PROBLEM STATEMENT: Every line with the string "Victoria" must be copied from the entries below.

DATA FOR THIS EXERCISE:
┄┄┄┄┄┄
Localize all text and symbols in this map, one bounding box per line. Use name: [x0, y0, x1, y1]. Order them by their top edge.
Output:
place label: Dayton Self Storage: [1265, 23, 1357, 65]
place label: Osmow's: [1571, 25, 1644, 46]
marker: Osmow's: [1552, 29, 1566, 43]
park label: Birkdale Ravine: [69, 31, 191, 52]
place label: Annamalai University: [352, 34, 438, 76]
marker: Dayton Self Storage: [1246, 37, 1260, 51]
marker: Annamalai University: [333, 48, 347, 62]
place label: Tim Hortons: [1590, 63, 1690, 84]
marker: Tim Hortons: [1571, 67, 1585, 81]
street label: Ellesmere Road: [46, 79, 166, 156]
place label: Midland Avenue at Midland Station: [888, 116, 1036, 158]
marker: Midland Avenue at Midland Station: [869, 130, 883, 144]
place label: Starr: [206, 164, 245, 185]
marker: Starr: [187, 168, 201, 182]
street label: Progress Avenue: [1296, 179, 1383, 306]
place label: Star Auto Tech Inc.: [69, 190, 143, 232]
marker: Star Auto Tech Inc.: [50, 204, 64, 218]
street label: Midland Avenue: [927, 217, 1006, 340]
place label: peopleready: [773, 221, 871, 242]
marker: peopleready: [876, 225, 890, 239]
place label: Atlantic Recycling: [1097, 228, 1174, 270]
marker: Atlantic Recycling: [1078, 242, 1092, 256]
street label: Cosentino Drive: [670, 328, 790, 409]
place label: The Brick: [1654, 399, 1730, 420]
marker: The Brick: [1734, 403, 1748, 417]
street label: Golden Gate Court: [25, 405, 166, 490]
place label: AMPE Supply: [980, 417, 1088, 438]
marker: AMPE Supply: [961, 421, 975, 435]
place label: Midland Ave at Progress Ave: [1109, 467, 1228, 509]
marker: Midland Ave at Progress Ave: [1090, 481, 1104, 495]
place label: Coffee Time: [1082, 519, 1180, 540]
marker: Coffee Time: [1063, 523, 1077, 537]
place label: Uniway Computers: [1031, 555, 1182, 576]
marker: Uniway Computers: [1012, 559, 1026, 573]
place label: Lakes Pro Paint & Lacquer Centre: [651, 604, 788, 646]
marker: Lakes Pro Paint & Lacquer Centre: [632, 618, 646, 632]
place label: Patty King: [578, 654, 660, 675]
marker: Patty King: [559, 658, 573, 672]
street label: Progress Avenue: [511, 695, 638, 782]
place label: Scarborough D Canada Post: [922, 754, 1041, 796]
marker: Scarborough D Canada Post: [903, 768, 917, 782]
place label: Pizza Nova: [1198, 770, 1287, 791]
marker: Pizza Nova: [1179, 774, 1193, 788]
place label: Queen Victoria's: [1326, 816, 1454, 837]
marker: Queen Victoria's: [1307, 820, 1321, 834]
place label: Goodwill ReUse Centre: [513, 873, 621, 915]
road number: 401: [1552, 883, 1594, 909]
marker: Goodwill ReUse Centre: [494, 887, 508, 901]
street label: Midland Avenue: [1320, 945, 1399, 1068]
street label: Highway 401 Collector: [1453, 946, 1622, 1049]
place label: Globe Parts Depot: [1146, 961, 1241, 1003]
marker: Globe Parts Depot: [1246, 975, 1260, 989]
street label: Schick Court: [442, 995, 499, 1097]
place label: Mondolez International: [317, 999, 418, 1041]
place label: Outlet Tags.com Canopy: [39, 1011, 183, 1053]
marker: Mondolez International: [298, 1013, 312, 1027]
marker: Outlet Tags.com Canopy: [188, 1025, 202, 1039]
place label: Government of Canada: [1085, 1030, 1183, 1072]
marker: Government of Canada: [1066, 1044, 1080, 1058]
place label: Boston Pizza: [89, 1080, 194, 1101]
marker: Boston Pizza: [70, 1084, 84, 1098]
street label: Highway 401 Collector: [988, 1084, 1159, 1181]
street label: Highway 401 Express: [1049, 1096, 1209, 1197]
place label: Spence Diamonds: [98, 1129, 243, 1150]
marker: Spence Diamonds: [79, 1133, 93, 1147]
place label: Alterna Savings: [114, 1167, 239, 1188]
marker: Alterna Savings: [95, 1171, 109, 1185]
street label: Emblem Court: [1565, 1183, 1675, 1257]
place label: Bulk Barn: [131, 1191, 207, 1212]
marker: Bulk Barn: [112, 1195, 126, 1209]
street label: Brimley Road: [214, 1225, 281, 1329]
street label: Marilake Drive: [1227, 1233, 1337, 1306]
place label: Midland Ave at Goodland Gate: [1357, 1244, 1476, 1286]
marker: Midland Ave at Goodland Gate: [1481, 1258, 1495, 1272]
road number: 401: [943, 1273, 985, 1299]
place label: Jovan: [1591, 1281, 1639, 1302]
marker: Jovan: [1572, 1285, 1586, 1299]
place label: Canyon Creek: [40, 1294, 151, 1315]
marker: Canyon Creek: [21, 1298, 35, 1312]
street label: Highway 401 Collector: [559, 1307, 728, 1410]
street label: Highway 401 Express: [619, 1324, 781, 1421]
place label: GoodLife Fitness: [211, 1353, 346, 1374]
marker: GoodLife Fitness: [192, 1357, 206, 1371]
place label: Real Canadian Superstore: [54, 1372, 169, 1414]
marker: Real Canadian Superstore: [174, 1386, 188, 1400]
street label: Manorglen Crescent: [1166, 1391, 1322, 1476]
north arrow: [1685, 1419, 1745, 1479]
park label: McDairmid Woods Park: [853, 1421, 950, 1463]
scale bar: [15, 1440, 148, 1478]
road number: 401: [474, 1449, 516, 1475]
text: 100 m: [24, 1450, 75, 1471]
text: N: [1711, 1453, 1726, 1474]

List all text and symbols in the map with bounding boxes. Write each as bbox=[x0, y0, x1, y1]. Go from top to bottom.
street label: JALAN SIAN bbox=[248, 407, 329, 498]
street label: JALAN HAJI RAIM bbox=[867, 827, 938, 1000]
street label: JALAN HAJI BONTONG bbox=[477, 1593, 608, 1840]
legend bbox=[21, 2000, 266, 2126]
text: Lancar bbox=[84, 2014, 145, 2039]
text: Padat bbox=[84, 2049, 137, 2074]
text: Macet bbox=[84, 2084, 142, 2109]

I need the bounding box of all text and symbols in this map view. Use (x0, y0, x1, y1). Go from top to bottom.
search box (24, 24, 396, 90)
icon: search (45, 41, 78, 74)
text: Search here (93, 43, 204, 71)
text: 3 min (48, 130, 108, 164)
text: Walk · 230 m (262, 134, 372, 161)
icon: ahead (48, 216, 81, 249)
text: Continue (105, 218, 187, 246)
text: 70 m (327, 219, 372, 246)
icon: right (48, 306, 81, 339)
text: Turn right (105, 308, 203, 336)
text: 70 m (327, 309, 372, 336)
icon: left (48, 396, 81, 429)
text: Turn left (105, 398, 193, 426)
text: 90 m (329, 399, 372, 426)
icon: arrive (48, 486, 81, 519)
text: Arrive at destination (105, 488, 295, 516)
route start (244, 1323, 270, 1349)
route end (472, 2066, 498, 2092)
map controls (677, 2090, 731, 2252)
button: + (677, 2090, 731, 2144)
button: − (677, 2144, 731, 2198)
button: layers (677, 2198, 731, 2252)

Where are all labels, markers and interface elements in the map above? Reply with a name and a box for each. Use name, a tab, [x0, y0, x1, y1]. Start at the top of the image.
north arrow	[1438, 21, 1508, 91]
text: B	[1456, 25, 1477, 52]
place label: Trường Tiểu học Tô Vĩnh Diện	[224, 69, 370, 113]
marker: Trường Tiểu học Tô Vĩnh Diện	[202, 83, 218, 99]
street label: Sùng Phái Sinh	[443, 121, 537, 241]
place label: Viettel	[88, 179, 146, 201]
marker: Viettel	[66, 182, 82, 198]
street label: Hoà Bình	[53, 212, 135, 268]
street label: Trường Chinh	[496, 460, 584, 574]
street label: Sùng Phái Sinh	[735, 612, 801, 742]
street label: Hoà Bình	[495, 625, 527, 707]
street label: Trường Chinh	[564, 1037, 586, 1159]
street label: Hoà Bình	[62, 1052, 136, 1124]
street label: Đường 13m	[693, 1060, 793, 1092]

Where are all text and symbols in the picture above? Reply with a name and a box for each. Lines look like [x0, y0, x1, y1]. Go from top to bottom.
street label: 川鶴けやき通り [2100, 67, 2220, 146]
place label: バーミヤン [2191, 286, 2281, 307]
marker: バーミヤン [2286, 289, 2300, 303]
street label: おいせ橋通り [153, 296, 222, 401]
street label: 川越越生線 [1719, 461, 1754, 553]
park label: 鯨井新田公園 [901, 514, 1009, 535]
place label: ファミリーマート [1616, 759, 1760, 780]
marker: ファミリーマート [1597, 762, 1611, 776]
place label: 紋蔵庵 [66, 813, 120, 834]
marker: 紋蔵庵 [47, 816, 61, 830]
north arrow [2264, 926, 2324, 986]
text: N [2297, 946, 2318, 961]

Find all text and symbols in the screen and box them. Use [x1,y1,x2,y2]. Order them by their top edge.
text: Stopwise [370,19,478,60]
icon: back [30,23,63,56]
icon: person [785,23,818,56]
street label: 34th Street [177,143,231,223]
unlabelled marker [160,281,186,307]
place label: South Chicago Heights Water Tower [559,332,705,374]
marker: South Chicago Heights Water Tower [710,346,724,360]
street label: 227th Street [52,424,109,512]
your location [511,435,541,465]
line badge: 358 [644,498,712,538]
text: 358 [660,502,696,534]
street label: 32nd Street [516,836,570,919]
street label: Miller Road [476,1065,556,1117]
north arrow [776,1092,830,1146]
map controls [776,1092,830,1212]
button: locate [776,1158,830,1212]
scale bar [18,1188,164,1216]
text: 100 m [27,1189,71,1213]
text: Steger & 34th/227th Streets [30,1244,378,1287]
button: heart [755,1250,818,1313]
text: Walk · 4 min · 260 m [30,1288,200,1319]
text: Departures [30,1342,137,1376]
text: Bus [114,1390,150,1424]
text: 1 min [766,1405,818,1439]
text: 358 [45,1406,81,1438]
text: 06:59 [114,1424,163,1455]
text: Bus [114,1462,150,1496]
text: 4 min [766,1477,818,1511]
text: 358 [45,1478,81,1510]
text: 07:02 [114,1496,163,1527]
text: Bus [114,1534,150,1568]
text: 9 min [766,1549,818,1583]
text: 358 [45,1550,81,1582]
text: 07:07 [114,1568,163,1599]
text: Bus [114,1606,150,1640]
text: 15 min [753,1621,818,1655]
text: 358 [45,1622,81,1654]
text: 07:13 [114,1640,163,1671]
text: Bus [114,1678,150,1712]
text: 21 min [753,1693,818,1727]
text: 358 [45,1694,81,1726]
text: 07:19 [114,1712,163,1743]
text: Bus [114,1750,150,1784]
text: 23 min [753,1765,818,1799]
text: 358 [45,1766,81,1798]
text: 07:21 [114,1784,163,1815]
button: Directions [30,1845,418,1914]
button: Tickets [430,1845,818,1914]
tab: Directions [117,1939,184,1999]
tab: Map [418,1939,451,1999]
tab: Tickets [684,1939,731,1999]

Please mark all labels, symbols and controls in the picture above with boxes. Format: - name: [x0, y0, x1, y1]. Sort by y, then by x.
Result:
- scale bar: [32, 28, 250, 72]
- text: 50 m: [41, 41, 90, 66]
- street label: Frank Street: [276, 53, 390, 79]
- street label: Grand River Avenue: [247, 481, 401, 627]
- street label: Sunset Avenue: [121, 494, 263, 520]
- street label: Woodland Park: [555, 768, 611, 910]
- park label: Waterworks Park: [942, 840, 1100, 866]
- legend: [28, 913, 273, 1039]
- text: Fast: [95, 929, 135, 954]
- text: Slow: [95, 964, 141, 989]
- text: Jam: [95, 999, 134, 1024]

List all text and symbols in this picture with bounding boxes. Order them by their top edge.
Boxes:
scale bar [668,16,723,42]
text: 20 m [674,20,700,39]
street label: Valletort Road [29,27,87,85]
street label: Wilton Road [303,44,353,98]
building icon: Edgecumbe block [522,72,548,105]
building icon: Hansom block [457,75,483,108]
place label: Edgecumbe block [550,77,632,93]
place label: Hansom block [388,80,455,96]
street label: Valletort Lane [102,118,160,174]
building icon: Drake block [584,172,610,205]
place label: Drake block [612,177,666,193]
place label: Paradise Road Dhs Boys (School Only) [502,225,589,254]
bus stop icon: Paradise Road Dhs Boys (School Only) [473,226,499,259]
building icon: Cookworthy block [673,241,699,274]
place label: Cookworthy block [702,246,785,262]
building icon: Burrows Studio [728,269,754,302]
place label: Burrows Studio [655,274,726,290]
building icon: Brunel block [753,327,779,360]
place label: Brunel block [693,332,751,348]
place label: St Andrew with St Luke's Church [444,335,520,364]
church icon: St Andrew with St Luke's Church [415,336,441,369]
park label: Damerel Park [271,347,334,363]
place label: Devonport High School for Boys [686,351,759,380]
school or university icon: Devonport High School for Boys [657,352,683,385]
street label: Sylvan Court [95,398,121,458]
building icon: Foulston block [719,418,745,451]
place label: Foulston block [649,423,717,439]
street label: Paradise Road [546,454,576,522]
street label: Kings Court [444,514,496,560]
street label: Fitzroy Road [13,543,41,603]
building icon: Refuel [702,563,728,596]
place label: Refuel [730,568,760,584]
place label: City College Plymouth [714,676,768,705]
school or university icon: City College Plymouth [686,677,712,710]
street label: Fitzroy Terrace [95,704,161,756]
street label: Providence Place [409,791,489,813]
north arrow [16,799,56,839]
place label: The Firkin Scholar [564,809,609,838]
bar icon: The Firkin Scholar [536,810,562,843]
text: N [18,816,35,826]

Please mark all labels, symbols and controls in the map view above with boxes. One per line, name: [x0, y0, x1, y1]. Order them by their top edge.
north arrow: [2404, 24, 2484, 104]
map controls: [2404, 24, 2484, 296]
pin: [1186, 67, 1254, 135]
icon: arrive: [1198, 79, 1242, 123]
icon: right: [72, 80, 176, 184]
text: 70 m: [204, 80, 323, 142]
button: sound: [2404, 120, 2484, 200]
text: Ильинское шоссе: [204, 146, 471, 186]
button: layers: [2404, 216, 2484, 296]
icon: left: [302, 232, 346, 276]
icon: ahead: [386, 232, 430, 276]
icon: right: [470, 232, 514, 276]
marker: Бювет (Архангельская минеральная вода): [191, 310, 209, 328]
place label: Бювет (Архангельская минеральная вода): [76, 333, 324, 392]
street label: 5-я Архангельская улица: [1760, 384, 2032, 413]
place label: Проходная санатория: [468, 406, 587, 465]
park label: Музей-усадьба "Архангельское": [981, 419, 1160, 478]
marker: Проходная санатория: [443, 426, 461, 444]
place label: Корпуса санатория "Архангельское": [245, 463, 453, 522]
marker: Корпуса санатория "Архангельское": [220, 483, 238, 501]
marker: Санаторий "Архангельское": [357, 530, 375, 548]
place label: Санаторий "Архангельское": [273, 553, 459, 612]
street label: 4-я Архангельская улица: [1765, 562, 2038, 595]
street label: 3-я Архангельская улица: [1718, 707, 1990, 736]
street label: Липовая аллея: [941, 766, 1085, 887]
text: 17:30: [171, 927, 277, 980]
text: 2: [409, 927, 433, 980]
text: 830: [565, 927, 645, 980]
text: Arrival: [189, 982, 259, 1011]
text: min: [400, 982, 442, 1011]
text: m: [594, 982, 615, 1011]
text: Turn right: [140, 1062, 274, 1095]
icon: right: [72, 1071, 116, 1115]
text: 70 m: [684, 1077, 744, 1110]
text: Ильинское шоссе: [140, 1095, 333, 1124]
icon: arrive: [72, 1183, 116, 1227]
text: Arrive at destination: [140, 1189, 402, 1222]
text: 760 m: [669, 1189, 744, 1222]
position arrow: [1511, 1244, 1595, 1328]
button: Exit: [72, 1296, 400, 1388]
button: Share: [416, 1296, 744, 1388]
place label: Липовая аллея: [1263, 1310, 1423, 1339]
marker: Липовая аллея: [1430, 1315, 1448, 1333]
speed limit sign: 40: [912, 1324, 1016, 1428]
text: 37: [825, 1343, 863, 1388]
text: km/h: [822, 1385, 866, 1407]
┄┄┄┄┄┄
FINISHED EXERCISE:
place label: Queen Victoria's: [1326, 816, 1454, 837]
marker: Queen Victoria's: [1307, 820, 1321, 834]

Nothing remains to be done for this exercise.